▶ [What you should do]: All of the lines below are to be transcribed faithfully, with pictures excluded from the copy.

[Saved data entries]
⁂

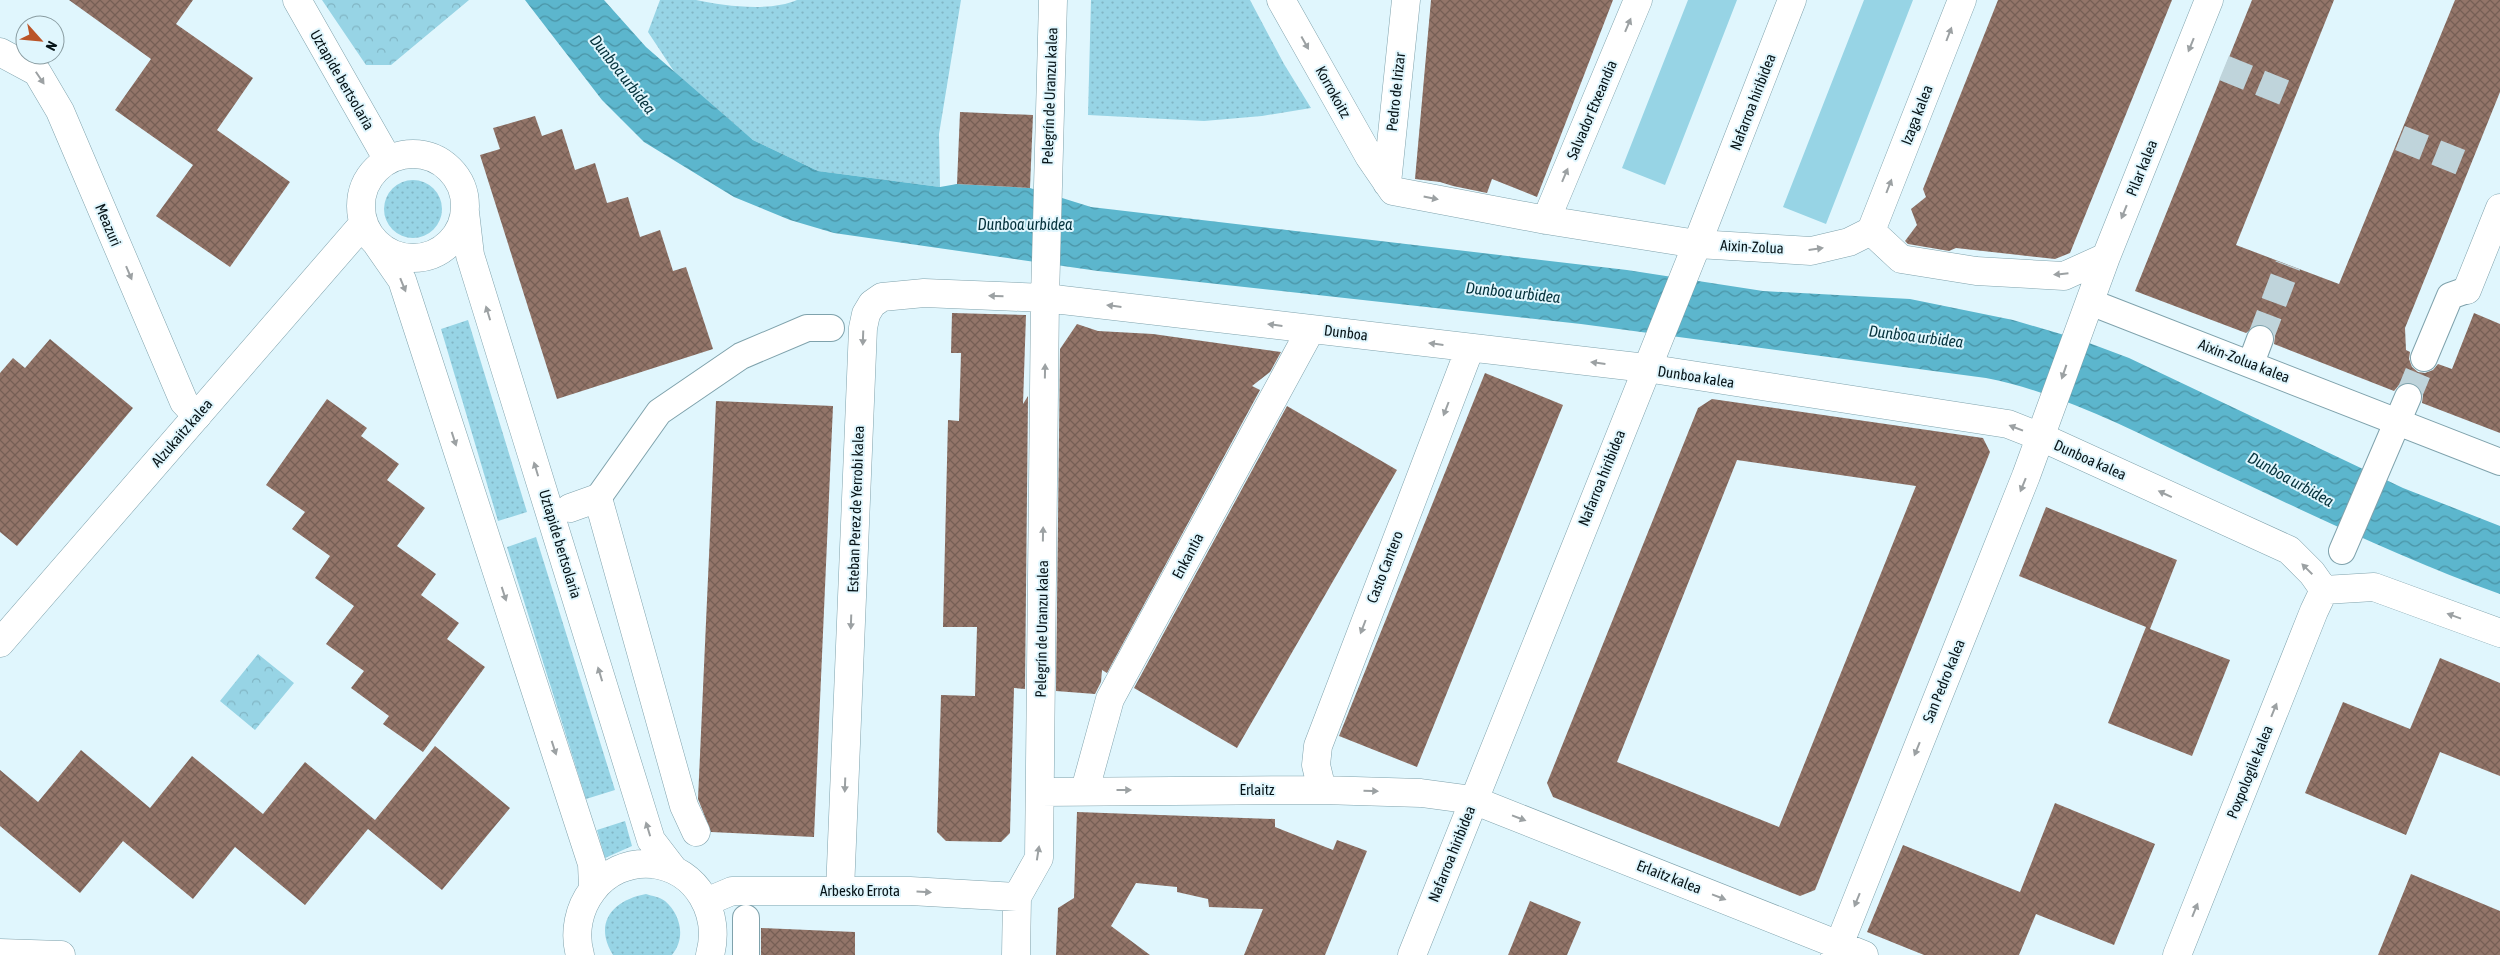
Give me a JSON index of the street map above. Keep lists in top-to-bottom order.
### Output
{
  "streets": {
    "street": [
      "Uztapide bertsolaria",
      "Korrokoitz",
      "Pedro de Irizar",
      "Pelegrín de Uranzu kalea",
      "Nafarroa hiribidea",
      "Salvador Etxeandia",
      "Izaga kalea",
      "Pilar kalea",
      "Meazuri",
      "Aixin-Zolua",
      "Dunboa",
      "Aixin-Zolua kalea",
      "Dunboa kalea",
      "Alzukaitz kalea",
      "Esteban Perez de Yerrobi kalea",
      "Enkantia",
      "Casto Cantero",
      "San Pedro kalea",
      "Poxpologile kalea",
      "Erlaitz",
      "Erlaitz kalea",
      "Arbesko Errota"
    ]
  },
  "crossings": [
    ["Uztapide bertsolaria", "Alzukaitz kalea"],
    ["Korrokoitz", "Pedro de Irizar"],
    ["Korrokoitz", "Aixin-Zolua"],
    ["Pedro de Irizar", "Aixin-Zolua"],
    ["Pelegrín de Uranzu kalea", "Dunboa"],
    ["Pelegrín de Uranzu kalea", "Esteban Perez de Yerrobi kalea"],
    ["Pelegrín de Uranzu kalea", "Erlaitz"],
    ["Pelegrín de Uranzu kalea", "Arbesko Errota"],
    ["Nafarroa hiribidea", "Aixin-Zolua"],
    ["Nafarroa hiribidea", "Dunboa"],
    ["Nafarroa hiribidea", "Dunboa kalea"],
    ["Nafarroa hiribidea", "Erlaitz"],
    ["Nafarroa hiribidea", "Erlaitz kalea"],
    ["Salvador Etxeandia", "Aixin-Zolua"],
    ["Izaga kalea", "Aixin-Zolua"],
    ["Pilar kalea", "Aixin-Zolua kalea"],
    ["Pilar kalea", "San Pedro kalea"],
    ["Meazuri", "Alzukaitz kalea"],
    ["Dunboa", "Dunboa kalea"],
    ["Dunboa", "Esteban Perez de Yerrobi kalea"],
    ["Dunboa", "Enkantia"],
    ["Dunboa", "Casto Cantero"],
    ["Dunboa kalea", "San Pedro kalea"],
    ["Dunboa kalea", "Poxpologile kalea"],
    ["Esteban Perez de Yerrobi kalea", "Arbesko Errota"],
    ["Enkantia", "Erlaitz"],
    ["Casto Cantero", "Erlaitz"],
    ["San Pedro kalea", "Erlaitz kalea"],
    ["Erlaitz", "Erlaitz kalea"]
  ],
  "one_way": [
    "Korrokoitz",
    "Pelegrín de Uranzu kalea",
    "Salvador Etxeandia",
    "Izaga kalea",
    "Pilar kalea",
    "Meazuri",
    "Aixin-Zolua",
    "Dunboa",
    "Esteban Perez de Yerrobi kalea",
    "Casto Cantero",
    "San Pedro kalea",
    "Poxpologile kalea",
    "Erlaitz",
    "Erlaitz kalea",
    "Arbesko Errota"
  ],
  "water": ["Dunboa urbidea"],
  "north": "bottom right"
}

⁂

▶ [Solution for this problem]:
Give me a JSON index of the street map above. Keep lists in top-to-bottom order.
### Output
{
  "streets": {
    "street": [
      "Uztapide bertsolaria",
      "Korrokoitz",
      "Pedro de Irizar",
      "Pelegrín de Uranzu kalea",
      "Nafarroa hiribidea",
      "Salvador Etxeandia",
      "Izaga kalea",
      "Pilar kalea",
      "Meazuri",
      "Aixin-Zolua",
      "Dunboa",
      "Aixin-Zolua kalea",
      "Dunboa kalea",
      "Alzukaitz kalea",
      "Esteban Perez de Yerrobi kalea",
      "Enkantia",
      "Casto Cantero",
      "San Pedro kalea",
      "Poxpologile kalea",
      "Erlaitz",
      "Erlaitz kalea",
      "Arbesko Errota"
    ]
  },
  "crossings": [
    ["Uztapide bertsolaria", "Alzukaitz kalea"],
    ["Korrokoitz", "Pedro de Irizar"],
    ["Korrokoitz", "Aixin-Zolua"],
    ["Pedro de Irizar", "Aixin-Zolua"],
    ["Pelegrín de Uranzu kalea", "Dunboa"],
    ["Pelegrín de Uranzu kalea", "Esteban Perez de Yerrobi kalea"],
    ["Pelegrín de Uranzu kalea", "Erlaitz"],
    ["Pelegrín de Uranzu kalea", "Arbesko Errota"],
    ["Nafarroa hiribidea", "Aixin-Zolua"],
    ["Nafarroa hiribidea", "Dunboa"],
    ["Nafarroa hiribidea", "Dunboa kalea"],
    ["Nafarroa hiribidea", "Erlaitz"],
    ["Nafarroa hiribidea", "Erlaitz kalea"],
    ["Salvador Etxeandia", "Aixin-Zolua"],
    ["Izaga kalea", "Aixin-Zolua"],
    ["Pilar kalea", "Aixin-Zolua kalea"],
    ["Pilar kalea", "San Pedro kalea"],
    ["Meazuri", "Alzukaitz kalea"],
    ["Dunboa", "Dunboa kalea"],
    ["Dunboa", "Esteban Perez de Yerrobi kalea"],
    ["Dunboa", "Enkantia"],
    ["Dunboa", "Casto Cantero"],
    ["Dunboa kalea", "San Pedro kalea"],
    ["Dunboa kalea", "Poxpologile kalea"],
    ["Esteban Perez de Yerrobi kalea", "Arbesko Errota"],
    ["Enkantia", "Erlaitz"],
    ["Casto Cantero", "Erlaitz"],
    ["San Pedro kalea", "Erlaitz kalea"],
    ["Erlaitz", "Erlaitz kalea"]
  ],
  "one_way": [
    "Korrokoitz",
    "Pelegrín de Uranzu kalea",
    "Salvador Etxeandia",
    "Izaga kalea",
    "Pilar kalea",
    "Meazuri",
    "Aixin-Zolua",
    "Dunboa",
    "Esteban Perez de Yerrobi kalea",
    "Casto Cantero",
    "San Pedro kalea",
    "Poxpologile kalea",
    "Erlaitz",
    "Erlaitz kalea",
    "Arbesko Errota"
  ],
  "water": ["Dunboa urbidea"],
  "north": "bottom right"
}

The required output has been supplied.